[Data excerpts]
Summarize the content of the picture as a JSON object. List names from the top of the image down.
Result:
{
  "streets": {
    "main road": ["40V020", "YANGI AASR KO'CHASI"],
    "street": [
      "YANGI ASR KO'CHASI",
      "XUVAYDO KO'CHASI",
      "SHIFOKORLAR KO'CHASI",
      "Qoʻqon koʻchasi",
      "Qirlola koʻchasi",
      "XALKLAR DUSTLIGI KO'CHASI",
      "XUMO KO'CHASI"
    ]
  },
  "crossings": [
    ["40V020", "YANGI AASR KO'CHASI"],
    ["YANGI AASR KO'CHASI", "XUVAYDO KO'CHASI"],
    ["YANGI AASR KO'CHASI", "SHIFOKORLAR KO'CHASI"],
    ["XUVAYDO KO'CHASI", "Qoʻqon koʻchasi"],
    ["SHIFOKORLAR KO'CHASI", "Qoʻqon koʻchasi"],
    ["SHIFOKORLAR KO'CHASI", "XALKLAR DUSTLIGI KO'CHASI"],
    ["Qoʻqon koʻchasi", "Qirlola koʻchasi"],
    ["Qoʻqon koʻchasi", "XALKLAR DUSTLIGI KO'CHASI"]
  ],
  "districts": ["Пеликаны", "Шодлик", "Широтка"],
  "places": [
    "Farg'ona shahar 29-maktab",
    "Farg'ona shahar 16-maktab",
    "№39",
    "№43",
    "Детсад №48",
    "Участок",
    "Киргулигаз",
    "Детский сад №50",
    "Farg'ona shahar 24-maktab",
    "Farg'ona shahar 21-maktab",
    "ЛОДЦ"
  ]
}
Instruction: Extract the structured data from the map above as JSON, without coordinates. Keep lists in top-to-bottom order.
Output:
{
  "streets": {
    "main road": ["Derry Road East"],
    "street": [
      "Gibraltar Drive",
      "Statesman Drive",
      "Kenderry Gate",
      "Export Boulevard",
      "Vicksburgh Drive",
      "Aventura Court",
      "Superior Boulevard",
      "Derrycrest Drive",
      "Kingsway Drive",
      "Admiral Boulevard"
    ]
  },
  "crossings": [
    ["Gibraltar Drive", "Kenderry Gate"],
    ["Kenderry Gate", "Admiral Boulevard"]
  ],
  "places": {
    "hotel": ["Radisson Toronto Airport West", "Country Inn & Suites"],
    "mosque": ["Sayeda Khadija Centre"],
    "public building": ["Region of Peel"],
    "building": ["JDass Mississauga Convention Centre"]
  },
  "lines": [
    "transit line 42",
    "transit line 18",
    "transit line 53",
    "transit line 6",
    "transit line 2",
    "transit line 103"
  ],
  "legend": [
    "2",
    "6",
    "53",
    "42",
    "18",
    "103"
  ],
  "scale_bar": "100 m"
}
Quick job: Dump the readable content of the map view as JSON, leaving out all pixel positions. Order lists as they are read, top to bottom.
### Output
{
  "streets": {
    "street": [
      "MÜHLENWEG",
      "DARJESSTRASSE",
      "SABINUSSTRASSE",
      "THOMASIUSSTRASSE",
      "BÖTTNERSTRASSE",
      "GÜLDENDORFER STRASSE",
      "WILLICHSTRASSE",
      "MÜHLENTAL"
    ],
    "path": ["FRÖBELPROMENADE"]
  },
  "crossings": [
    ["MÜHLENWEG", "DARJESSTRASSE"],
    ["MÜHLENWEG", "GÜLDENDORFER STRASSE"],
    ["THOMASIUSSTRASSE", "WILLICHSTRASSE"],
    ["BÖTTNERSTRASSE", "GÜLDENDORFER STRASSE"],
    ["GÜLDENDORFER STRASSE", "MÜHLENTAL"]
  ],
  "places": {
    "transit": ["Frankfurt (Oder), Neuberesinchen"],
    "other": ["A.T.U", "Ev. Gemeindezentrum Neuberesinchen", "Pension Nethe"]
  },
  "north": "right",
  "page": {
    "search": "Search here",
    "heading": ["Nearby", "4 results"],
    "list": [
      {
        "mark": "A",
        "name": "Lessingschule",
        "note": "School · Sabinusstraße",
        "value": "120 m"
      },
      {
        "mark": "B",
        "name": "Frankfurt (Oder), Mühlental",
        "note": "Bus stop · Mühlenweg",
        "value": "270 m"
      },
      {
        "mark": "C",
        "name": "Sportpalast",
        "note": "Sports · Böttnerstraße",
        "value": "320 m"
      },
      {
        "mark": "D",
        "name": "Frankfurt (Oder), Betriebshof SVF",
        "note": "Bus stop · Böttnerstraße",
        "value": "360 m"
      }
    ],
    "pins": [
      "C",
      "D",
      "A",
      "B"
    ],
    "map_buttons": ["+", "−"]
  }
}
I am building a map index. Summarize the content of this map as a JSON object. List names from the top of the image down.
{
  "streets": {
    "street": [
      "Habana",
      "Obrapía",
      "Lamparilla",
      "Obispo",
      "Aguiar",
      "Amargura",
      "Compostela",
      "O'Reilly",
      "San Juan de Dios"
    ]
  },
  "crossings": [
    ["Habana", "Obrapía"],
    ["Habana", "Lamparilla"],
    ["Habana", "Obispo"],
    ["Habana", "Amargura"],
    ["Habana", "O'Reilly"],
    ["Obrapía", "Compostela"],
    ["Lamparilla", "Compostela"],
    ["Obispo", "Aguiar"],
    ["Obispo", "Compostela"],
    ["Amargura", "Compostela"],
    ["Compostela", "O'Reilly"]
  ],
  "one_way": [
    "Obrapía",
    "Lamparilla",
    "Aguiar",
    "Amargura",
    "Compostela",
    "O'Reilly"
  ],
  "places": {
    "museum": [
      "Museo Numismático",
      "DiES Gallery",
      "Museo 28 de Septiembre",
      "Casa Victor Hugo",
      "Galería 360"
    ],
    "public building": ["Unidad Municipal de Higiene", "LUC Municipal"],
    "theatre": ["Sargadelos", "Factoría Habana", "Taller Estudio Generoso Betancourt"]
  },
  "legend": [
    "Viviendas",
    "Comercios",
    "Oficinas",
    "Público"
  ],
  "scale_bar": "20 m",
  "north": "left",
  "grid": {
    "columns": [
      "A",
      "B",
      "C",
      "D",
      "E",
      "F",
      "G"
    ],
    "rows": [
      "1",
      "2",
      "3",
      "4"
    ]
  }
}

_Assigned task_. All of the data should be retyped exactly.

_Solution for this problem_.
Summarize the content of the picture as a JSON object. List names from the top of the image down.
Result:
{
  "streets": {
    "main road": ["40V020", "YANGI AASR KO'CHASI"],
    "street": [
      "YANGI ASR KO'CHASI",
      "XUVAYDO KO'CHASI",
      "SHIFOKORLAR KO'CHASI",
      "Qoʻqon koʻchasi",
      "Qirlola koʻchasi",
      "XALKLAR DUSTLIGI KO'CHASI",
      "XUMO KO'CHASI"
    ]
  },
  "crossings": [
    ["40V020", "YANGI AASR KO'CHASI"],
    ["YANGI AASR KO'CHASI", "XUVAYDO KO'CHASI"],
    ["YANGI AASR KO'CHASI", "SHIFOKORLAR KO'CHASI"],
    ["XUVAYDO KO'CHASI", "Qoʻqon koʻchasi"],
    ["SHIFOKORLAR KO'CHASI", "Qoʻqon koʻchasi"],
    ["SHIFOKORLAR KO'CHASI", "XALKLAR DUSTLIGI KO'CHASI"],
    ["Qoʻqon koʻchasi", "Qirlola koʻchasi"],
    ["Qoʻqon koʻchasi", "XALKLAR DUSTLIGI KO'CHASI"]
  ],
  "districts": ["Пеликаны", "Шодлик", "Широтка"],
  "places": [
    "Farg'ona shahar 29-maktab",
    "Farg'ona shahar 16-maktab",
    "№39",
    "№43",
    "Детсад №48",
    "Участок",
    "Киргулигаз",
    "Детский сад №50",
    "Farg'ona shahar 24-maktab",
    "Farg'ona shahar 21-maktab",
    "ЛОДЦ"
  ]
}
Instruction: Extract the structured data from the map above as JSON, without coordinates. Keep lists in top-to-bottom order.
Output:
{
  "streets": {
    "main road": ["Derry Road East"],
    "street": [
      "Gibraltar Drive",
      "Statesman Drive",
      "Kenderry Gate",
      "Export Boulevard",
      "Vicksburgh Drive",
      "Aventura Court",
      "Superior Boulevard",
      "Derrycrest Drive",
      "Kingsway Drive",
      "Admiral Boulevard"
    ]
  },
  "crossings": [
    ["Gibraltar Drive", "Kenderry Gate"],
    ["Kenderry Gate", "Admiral Boulevard"]
  ],
  "places": {
    "hotel": ["Radisson Toronto Airport West", "Country Inn & Suites"],
    "mosque": ["Sayeda Khadija Centre"],
    "public building": ["Region of Peel"],
    "building": ["JDass Mississauga Convention Centre"]
  },
  "lines": [
    "transit line 42",
    "transit line 18",
    "transit line 53",
    "transit line 6",
    "transit line 2",
    "transit line 103"
  ],
  "legend": [
    "2",
    "6",
    "53",
    "42",
    "18",
    "103"
  ],
  "scale_bar": "100 m"
}
Quick job: Dump the readable content of the map view as JSON, leaving out all pixel positions. Order lists as they are read, top to bottom.
### Output
{
  "streets": {
    "street": [
      "MÜHLENWEG",
      "DARJESSTRASSE",
      "SABINUSSTRASSE",
      "THOMASIUSSTRASSE",
      "BÖTTNERSTRASSE",
      "GÜLDENDORFER STRASSE",
      "WILLICHSTRASSE",
      "MÜHLENTAL"
    ],
    "path": ["FRÖBELPROMENADE"]
  },
  "crossings": [
    ["MÜHLENWEG", "DARJESSTRASSE"],
    ["MÜHLENWEG", "GÜLDENDORFER STRASSE"],
    ["THOMASIUSSTRASSE", "WILLICHSTRASSE"],
    ["BÖTTNERSTRASSE", "GÜLDENDORFER STRASSE"],
    ["GÜLDENDORFER STRASSE", "MÜHLENTAL"]
  ],
  "places": {
    "transit": ["Frankfurt (Oder), Neuberesinchen"],
    "other": ["A.T.U", "Ev. Gemeindezentrum Neuberesinchen", "Pension Nethe"]
  },
  "north": "right",
  "page": {
    "search": "Search here",
    "heading": ["Nearby", "4 results"],
    "list": [
      {
        "mark": "A",
        "name": "Lessingschule",
        "note": "School · Sabinusstraße",
        "value": "120 m"
      },
      {
        "mark": "B",
        "name": "Frankfurt (Oder), Mühlental",
        "note": "Bus stop · Mühlenweg",
        "value": "270 m"
      },
      {
        "mark": "C",
        "name": "Sportpalast",
        "note": "Sports · Böttnerstraße",
        "value": "320 m"
      },
      {
        "mark": "D",
        "name": "Frankfurt (Oder), Betriebshof SVF",
        "note": "Bus stop · Böttnerstraße",
        "value": "360 m"
      }
    ],
    "pins": [
      "C",
      "D",
      "A",
      "B"
    ],
    "map_buttons": ["+", "−"]
  }
}
I am building a map index. Summarize the content of this map as a JSON object. List names from the top of the image down.
{
  "streets": {
    "street": [
      "Habana",
      "Obrapía",
      "Lamparilla",
      "Obispo",
      "Aguiar",
      "Amargura",
      "Compostela",
      "O'Reilly",
      "San Juan de Dios"
    ]
  },
  "crossings": [
    ["Habana", "Obrapía"],
    ["Habana", "Lamparilla"],
    ["Habana", "Obispo"],
    ["Habana", "Amargura"],
    ["Habana", "O'Reilly"],
    ["Obrapía", "Compostela"],
    ["Lamparilla", "Compostela"],
    ["Obispo", "Aguiar"],
    ["Obispo", "Compostela"],
    ["Amargura", "Compostela"],
    ["Compostela", "O'Reilly"]
  ],
  "one_way": [
    "Obrapía",
    "Lamparilla",
    "Aguiar",
    "Amargura",
    "Compostela",
    "O'Reilly"
  ],
  "places": {
    "museum": [
      "Museo Numismático",
      "DiES Gallery",
      "Museo 28 de Septiembre",
      "Casa Victor Hugo",
      "Galería 360"
    ],
    "public building": ["Unidad Municipal de Higiene", "LUC Municipal"],
    "theatre": ["Sargadelos", "Factoría Habana", "Taller Estudio Generoso Betancourt"]
  },
  "legend": [
    "Viviendas",
    "Comercios",
    "Oficinas",
    "Público"
  ],
  "scale_bar": "20 m",
  "north": "left",
  "grid": {
    "columns": [
      "A",
      "B",
      "C",
      "D",
      "E",
      "F",
      "G"
    ],
    "rows": [
      "1",
      "2",
      "3",
      "4"
    ]
  }
}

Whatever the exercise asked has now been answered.